Work task:
Your answer consists of the lines in the data that contain "blocks". Copy each of them.
Records for the task Block Start
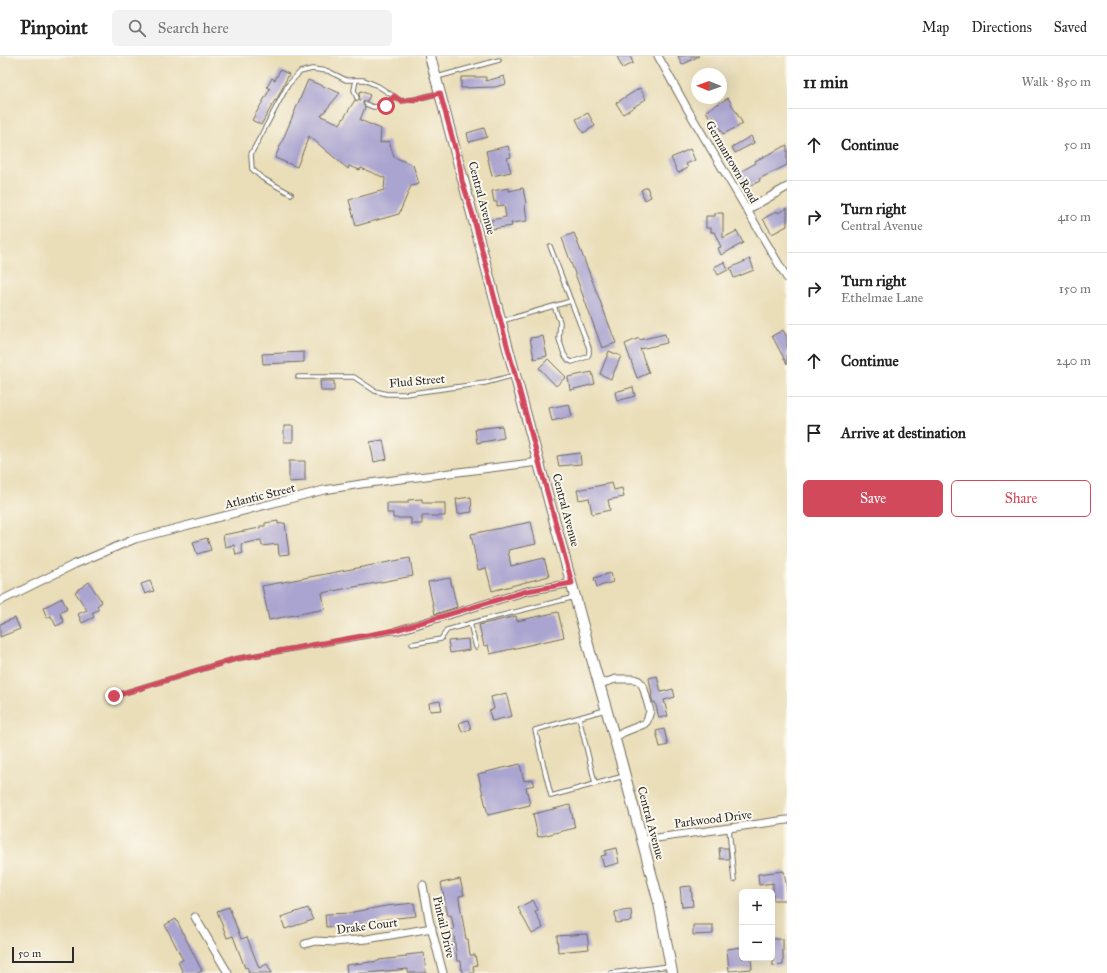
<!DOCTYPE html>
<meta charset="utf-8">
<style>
body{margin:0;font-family:"IM FELL Great Primer",serif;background:#f2f2f2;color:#222}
.controls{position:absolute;right:12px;bottom:12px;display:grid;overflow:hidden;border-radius:6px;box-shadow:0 4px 16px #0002}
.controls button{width:36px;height:36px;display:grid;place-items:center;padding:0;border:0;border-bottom:1px solid #e0e0e0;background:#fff;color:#222;font:20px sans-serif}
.compass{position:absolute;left:691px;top:12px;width:36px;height:36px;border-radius:50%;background:#fff;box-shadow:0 4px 16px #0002;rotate:271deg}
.scale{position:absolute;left:12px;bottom:10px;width:62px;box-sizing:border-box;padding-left:4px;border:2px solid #2b2b2b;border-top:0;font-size:11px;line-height:14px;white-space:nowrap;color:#2b2b2b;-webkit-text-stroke:3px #fbf7ec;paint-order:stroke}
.stop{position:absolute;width:12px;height:12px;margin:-9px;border:3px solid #d1495b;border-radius:50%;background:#fff}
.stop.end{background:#d1495b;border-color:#fff;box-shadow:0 1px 4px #0008}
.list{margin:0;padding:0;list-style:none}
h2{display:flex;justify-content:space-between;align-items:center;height:52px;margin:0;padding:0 16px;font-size:17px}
h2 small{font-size:13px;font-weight:400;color:#767676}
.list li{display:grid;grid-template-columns:26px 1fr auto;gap:12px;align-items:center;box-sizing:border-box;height:72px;padding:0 16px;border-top:1px solid #e0e0e0}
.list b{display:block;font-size:15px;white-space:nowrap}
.list p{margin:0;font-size:13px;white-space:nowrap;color:#767676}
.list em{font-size:13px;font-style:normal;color:#767676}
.actions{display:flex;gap:8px;padding:12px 16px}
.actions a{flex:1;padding:9px 0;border:1px solid #d1495b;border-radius:6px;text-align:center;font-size:14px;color:#d1495b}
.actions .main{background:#d1495b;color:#fff}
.icon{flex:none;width:22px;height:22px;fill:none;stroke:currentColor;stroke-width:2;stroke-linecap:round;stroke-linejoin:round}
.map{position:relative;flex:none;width:787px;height:917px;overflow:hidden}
header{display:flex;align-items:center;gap:24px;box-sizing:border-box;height:56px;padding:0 20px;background:#fff;border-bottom:1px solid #e0e0e0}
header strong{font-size:19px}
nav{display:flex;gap:22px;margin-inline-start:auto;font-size:14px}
.search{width:280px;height:36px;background:#f2f2f2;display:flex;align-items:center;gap:10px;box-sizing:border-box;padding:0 14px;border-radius:6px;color:#767676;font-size:15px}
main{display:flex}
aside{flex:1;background:#fff}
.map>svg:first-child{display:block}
.building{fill:#aaa4d0}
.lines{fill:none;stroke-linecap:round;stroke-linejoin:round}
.lane-casing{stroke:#6e6a5d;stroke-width:5.5}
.street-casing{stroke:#6e6a5d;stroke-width:9}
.secondary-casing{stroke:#6e6a5d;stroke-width:12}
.lane{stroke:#fff;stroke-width:3.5}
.street{stroke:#fff;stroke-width:7}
.secondary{stroke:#fff;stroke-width:10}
.route{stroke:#d1495b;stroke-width:5}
.labels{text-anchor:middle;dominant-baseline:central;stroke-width:4;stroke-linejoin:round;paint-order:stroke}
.street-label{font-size:12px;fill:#2b2b2b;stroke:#fbf7ec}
</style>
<header>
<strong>Pinpoint</strong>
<div class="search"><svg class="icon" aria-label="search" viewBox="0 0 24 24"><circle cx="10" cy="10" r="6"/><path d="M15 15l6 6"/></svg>Search here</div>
<nav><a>Map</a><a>Directions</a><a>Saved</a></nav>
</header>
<main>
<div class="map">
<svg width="787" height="917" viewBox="0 0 787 917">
<rect width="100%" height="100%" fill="#fbf7ec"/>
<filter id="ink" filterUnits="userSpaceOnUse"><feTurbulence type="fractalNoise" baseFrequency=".025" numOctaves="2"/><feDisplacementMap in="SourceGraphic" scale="8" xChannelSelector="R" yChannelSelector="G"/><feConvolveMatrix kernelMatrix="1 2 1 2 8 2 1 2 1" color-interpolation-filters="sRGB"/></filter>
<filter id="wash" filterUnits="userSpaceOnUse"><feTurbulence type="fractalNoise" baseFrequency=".012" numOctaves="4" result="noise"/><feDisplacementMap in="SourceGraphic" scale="16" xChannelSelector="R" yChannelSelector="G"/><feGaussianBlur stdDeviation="0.9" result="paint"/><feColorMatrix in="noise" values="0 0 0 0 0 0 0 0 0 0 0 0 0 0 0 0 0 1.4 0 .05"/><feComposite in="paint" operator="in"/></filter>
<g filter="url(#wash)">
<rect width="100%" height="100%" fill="#eadeb9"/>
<g id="blocks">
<g class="building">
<path d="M617,0h13l3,7 -11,5z"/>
<path d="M678,0h21l-17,9z"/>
<path d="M280,14l9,4 -13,27 -1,-1 -14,25 -9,-5 18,-31 -3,-2 5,-9 3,2z"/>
<path d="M504,20l2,8 -11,3 -34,1v-11h25v4z"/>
<path d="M308,24l32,13 -19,23 19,8 15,-24 3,1 2,-1 -1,-6 2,-3 9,4 -3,6h-3l-1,2 2,4 -5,13 21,9 -1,14 9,-2 5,16 19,8 6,19 -8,2 -12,28 -43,12 -7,-26 35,-10 1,-12 -24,-10 -1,2 -11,-4 -1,3 -39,-33 -12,31 -22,-9z"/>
<path d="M640,32l6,11 -23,15 -7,-11z"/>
<path d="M728,42l15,26 -20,10 -10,-18 -3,2 -4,-7z"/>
<path d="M588,57l7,13 -12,7 -7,-14z"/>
<path d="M484,72l3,9 -18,5 -2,-9z"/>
<path d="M751,80l3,7 -19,10 -3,-6z"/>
<path d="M787,89v20l-28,14 1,2 -14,7 -8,-15 18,-10 -1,-2z"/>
<path d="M508,90l3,11 -4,1 4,14 -19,4 -6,-25z"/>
<path d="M690,93l5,11 -9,4 2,4 -10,5 -7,-15z"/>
<path d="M647,131l4,10 -6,3 -4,-10z"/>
<path d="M509,132v3l14,-3 3,16h-1l2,17 -16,2 1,3 -20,3 -1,-9 15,-3 -2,-12 -7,1v-4h-3l-2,-11z"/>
<path d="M787,152v18l-15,8 -9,-15 14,-8 1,2z"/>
<path d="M715,157h8v25l14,-7 6,12 -22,12 -3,-7 3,-1 -7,-15h-3v-4h-5v-12h9z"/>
<path d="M574,177l42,110 -14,5 -40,-110z"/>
<path d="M750,203l4,11 -20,8 -4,-10z"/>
<path d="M724,206l4,8 -10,5 -4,-8z"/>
<path d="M783,274l4,7v27l-15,-28z"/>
<path d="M665,278l2,9 -27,6 9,24 -12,5 -12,-34 14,-6v2z"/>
<path d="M543,280l4,20 -13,3 -4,-21z"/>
<path d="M609,295l12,5 -10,23 -11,-5z"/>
<path d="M304,296v10l-41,2 -1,-10z"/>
<path d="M548,303l18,18 -10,9 -17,-18z"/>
<path d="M592,316l3,12 -25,6 -2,-13z"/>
<path d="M320,325h14v10h-13z"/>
<path d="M633,331l2,9 -18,5 -2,-9z"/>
<path d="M569,348l3,12 -20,5 -3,-13z"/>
<rect x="284" y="370" width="9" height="16"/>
<path d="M502,370l2,12 -27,5 -2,-14z"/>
<path d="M383,384l4,19 -13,3 -4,-20z"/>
<path d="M580,397l1,11 -22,2 -2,-10z"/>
<path d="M289,405h16v20l-16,1z"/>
<path d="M612,427l2,7 8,-2 2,9 -16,3 2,10 -18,4 -3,-16 -10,2 -2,-10z"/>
<path d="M471,441l1,15 -14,2 -2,-15z"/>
<path d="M422,443v4h23v13h-23v8h-11v-6h-18v-5h-6v-10h21v-3z"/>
<path d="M278,465v3l7,-1 4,31 -10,1 -1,-11 -16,2 -1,-6 -20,4 2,9 -7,2 -2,-10 -9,2 -2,-12 37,-7v-2h5v-3z"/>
<path d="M531,466l5,22 -28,6 3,16 33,-8 5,18 -57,15 -6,-23 -8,2 -7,-36z"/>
<path d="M207,482l4,12 -14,4 -4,-12z"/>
<path d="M410,502l3,18 -91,17 3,16 -56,11 -7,-34z"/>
<path d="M611,517l2,9 -16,5 -3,-9z"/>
<path d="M450,522l7,29 -22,7 -7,-32z"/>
<path d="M150,525l4,10 -9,3 -4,-10z"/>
<path d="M89,526l13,20 -5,4 2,3 -7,4 2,4 -12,6 -4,-9 9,-4 -12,-18z"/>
<path d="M62,542l5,11 -7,4 4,9 -8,4 -5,-10 -4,2 -4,-10z"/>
<path d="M558,556l6,25 -74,17 -2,-9 -4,1 -5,-21 37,-9 1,5z"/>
<path d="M15,562l5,11 -20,8v-13z"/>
<path d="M468,583l1,11 -19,3 -2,-12z"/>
<path d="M657,620l4,16 12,-3 2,8 -11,3 4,16 -9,2 -4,-16 -2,1 -2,-8h1l-3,-17z"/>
<path d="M506,637l6,23 -20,5 -3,-10 5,-2 -3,-12z"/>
<path d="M440,645l2,9 -12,1 -1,-8z"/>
<path d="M468,664l3,9 -9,3 -3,-9z"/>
<path d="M664,673l4,16 -8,2 -4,-16z"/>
<path d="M520,708l4,17 9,-2 1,6 -8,2 4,18 -42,10 -10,-41z"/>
<path d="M570,749l5,23 -37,9 -5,-23z"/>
<path d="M616,792l3,15 -15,4 -3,-11 5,-1 -1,-4z"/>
<path d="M719,792h9l1,11h-9z"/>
<path d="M784,815l3,19v10h-14v-17l-14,2 -1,-11z"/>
<path d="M460,823l4,16 -5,1v3l7,40h2l2,16h5l2,10 -4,1 1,7h-12l-1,-12h-4l-3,-25h-2l-1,-6 3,-1 -3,-14 -3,1 -7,-33z"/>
<path d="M691,830l2,20 -11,1 -2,-20z"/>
<path d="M533,844l5,10 -3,2 8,16 -11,6 -14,-26z"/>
<path d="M414,847l2,13 -28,3 -38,7 -24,1 -1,-13 28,-1v-1l33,-6z"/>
<path d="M229,851l12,32 6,-2 12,31 8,-4 5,9h-24l1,-1 -2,-5 -2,1 -12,-32 -6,2 -10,-27z"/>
<path d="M308,852l5,12 -28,9 -4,-12z"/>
<path d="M631,854l1,11 -16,2 -1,-11z"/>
<path d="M176,863l26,52 -4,2h-15l-5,-11 5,-2 -18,-35z"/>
<path d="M693,869h20v9l-20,1z"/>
<path d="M587,878l2,15 -31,3 -1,-16z"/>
<path d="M772,883h11v26l-10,1z"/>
<path d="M742,891v11h9l1,11 -23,2 -2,-22z"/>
<path d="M424,897l2,20h-18v-4l-41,4h-20l-1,-8 33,-4v-1l27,-3v-2z"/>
</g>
</g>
</g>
<g filter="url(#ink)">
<use href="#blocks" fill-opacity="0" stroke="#6e6a5d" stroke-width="1"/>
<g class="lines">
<defs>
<g id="lane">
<path d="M437,21l62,-17"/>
<path d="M356,24l-2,10 3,8"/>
<path d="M366,48l7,3 13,-1 8,-10"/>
<path d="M291,138l-29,-16 -10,-9 -1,-15 37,-69 12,-13 12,-3 16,2 18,9h18l14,6 23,15 15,-2 23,-6"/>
<path d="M550,190l21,55"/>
<path d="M502,265l69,-20 18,47v6l-2,3 -15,5 -4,-2 -4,-6 -5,-15 1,-17 -6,-16"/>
<path d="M298,321h56l21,14 12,3h18l80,-11 30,-8"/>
<path d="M470,567l6,24"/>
<path d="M412,588l29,-5 6,-9 32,-9 96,-24"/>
<path d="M114,640l121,-37 161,-28"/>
<path d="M605,654l-70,20 16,66 73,-20"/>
<path d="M579,662l16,65"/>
<path d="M729,773l5,51"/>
<path d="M611,917l59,-7"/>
</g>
<g id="street">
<path d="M658,0l30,54 99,168"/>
<path d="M747,154l40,-23"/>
<path d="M0,545l75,-37 60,-25 189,-49 37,-6 178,-22"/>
<path d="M396,575l131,-40 45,-8"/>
<path d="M600,628l16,-5h18l5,2 4,5 7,25 -3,10 -3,3 -20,8 -10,6"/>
<path d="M642,784l145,-20"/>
<path d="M423,829l6,34 14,54"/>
<path d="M195,861l33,56"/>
<path d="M305,888l10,-3 20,1 32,-3 65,-11"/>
</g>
<path id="secondary" d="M430,0l77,289 83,307 31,109 38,142 13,70"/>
</defs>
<use href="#lane" class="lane-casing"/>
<use href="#street" class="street-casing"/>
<use href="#secondary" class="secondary-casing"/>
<use href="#lane" class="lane"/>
<use href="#street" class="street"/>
<use href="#secondary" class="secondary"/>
</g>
</g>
<g class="lines" filter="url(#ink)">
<path class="route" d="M114,640l121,-37 161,-29 131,-39 45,-8 -65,-238 -35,-133 -10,-31 -2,-15 -20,-73 -24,6 -15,2 -7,-5 -8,10"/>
</g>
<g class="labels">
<g class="street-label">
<text transform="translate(732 106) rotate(60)">Germantown Road</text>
<text transform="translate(482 142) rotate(75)">Central Avenue</text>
<text transform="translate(417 325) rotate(-5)">Flud Street</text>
<text transform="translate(260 440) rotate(-14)">Atlantic Street</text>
<text transform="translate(566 454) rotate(75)">Central Avenue</text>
<text transform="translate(713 763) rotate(-7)">Parkwood Drive</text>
<text transform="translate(651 767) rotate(75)">Central Avenue</text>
<text transform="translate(367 870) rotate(-7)">Drake Court</text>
<text transform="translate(444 871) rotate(77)">Pintail Drive</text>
</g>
</g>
</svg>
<div class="controls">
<button>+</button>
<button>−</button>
</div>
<svg class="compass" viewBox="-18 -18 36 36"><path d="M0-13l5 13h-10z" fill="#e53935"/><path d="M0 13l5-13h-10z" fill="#767676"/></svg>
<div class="scale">50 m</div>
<div class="stop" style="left:386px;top:50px"></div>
<div class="stop end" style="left:114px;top:640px"></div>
</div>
<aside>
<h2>11 min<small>Walk · 850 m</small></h2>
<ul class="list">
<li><svg class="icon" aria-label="ahead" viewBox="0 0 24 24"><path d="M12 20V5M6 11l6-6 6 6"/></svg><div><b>Continue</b></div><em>50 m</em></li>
<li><svg class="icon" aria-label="right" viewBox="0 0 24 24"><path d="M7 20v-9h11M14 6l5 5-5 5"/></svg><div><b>Turn right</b><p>Central Avenue</p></div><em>410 m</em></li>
<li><svg class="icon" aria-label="right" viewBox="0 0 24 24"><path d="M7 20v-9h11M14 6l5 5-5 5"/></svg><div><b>Turn right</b><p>Ethelmae Lane</p></div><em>150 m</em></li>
<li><svg class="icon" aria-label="ahead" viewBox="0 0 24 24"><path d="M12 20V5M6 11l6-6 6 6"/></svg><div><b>Continue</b></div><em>240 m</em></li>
<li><svg class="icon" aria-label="arrive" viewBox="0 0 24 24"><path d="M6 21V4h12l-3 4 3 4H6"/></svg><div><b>Arrive at destination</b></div></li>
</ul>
<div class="actions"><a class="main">Save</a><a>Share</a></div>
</aside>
</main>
Records for the task Block End
Answer to this problem:
<g id="blocks">
<use href="#blocks" fill-opacity="0" stroke="#6e6a5d" stroke-width="1"/>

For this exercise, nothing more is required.